TRY IT = Look through the data below. Pick out the lines holding the string "interface".

Stored items
□ □ □
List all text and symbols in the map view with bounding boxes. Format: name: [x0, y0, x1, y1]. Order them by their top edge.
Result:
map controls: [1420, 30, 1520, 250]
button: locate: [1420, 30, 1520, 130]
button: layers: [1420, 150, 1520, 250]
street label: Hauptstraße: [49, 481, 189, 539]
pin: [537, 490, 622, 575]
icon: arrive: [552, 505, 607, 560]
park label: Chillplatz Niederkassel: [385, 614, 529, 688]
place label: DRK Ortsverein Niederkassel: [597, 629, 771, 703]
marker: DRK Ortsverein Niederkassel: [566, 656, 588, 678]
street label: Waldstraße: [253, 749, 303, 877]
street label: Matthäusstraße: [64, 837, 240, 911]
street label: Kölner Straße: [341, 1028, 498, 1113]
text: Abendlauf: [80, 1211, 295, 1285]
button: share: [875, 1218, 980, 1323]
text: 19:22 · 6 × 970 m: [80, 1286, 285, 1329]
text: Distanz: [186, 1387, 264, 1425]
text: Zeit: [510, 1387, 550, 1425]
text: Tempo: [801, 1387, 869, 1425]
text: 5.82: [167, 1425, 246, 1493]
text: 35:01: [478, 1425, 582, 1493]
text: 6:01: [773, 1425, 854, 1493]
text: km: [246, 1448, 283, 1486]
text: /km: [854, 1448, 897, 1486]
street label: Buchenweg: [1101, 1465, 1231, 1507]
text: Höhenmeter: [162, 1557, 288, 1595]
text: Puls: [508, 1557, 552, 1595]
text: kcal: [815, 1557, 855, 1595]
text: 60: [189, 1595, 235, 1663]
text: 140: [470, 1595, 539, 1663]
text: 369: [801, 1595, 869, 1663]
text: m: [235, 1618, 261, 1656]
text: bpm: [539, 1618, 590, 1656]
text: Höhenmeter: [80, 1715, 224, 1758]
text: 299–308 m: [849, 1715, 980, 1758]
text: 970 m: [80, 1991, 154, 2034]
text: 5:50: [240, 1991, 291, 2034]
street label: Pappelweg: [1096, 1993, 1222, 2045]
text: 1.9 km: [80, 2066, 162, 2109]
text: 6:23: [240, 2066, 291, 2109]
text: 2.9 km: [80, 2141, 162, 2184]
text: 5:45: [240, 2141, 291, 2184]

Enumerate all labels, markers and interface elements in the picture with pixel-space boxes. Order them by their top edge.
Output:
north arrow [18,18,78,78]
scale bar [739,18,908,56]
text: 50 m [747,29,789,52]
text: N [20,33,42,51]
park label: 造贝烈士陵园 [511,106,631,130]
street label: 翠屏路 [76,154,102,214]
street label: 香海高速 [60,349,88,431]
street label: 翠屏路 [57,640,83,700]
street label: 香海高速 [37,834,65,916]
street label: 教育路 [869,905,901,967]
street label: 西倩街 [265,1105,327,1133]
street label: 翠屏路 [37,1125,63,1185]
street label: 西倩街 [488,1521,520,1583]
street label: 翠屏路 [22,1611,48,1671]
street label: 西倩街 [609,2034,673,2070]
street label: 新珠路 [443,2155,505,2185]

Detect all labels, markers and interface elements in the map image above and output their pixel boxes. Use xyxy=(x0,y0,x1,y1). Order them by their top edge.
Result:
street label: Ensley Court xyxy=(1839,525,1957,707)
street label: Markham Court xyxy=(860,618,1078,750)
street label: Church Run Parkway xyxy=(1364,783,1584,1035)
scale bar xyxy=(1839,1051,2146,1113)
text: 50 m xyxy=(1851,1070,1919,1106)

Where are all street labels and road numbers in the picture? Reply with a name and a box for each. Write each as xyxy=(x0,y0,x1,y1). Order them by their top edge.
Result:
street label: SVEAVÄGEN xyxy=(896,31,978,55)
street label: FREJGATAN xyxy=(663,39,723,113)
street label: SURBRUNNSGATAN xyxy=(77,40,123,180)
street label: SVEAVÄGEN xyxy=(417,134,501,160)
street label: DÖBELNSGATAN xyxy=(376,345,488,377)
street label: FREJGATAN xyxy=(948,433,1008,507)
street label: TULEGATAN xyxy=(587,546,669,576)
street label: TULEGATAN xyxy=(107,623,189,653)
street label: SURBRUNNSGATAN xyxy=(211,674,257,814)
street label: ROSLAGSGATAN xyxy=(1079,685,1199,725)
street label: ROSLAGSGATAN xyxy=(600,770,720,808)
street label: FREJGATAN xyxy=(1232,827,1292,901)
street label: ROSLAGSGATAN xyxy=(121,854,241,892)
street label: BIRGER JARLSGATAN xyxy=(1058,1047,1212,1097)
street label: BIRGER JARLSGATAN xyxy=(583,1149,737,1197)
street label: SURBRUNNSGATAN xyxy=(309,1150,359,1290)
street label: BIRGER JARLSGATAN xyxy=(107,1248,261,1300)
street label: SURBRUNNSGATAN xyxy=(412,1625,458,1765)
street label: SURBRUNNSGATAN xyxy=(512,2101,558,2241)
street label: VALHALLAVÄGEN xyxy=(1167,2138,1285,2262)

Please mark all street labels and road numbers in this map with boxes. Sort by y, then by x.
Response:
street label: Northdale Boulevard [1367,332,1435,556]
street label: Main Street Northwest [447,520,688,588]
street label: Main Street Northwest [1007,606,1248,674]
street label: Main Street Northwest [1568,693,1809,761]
□ □ □
RESPONSE =
Enumerate all labels, markers and interface elements in the picture with pixel-space boxes. Order them by their top edge.
Detect all labels, markers and interface elements in the map image above and output their pixel boxes. Use xyxy=(x0,y0,x1,y1). Order them by their top edge.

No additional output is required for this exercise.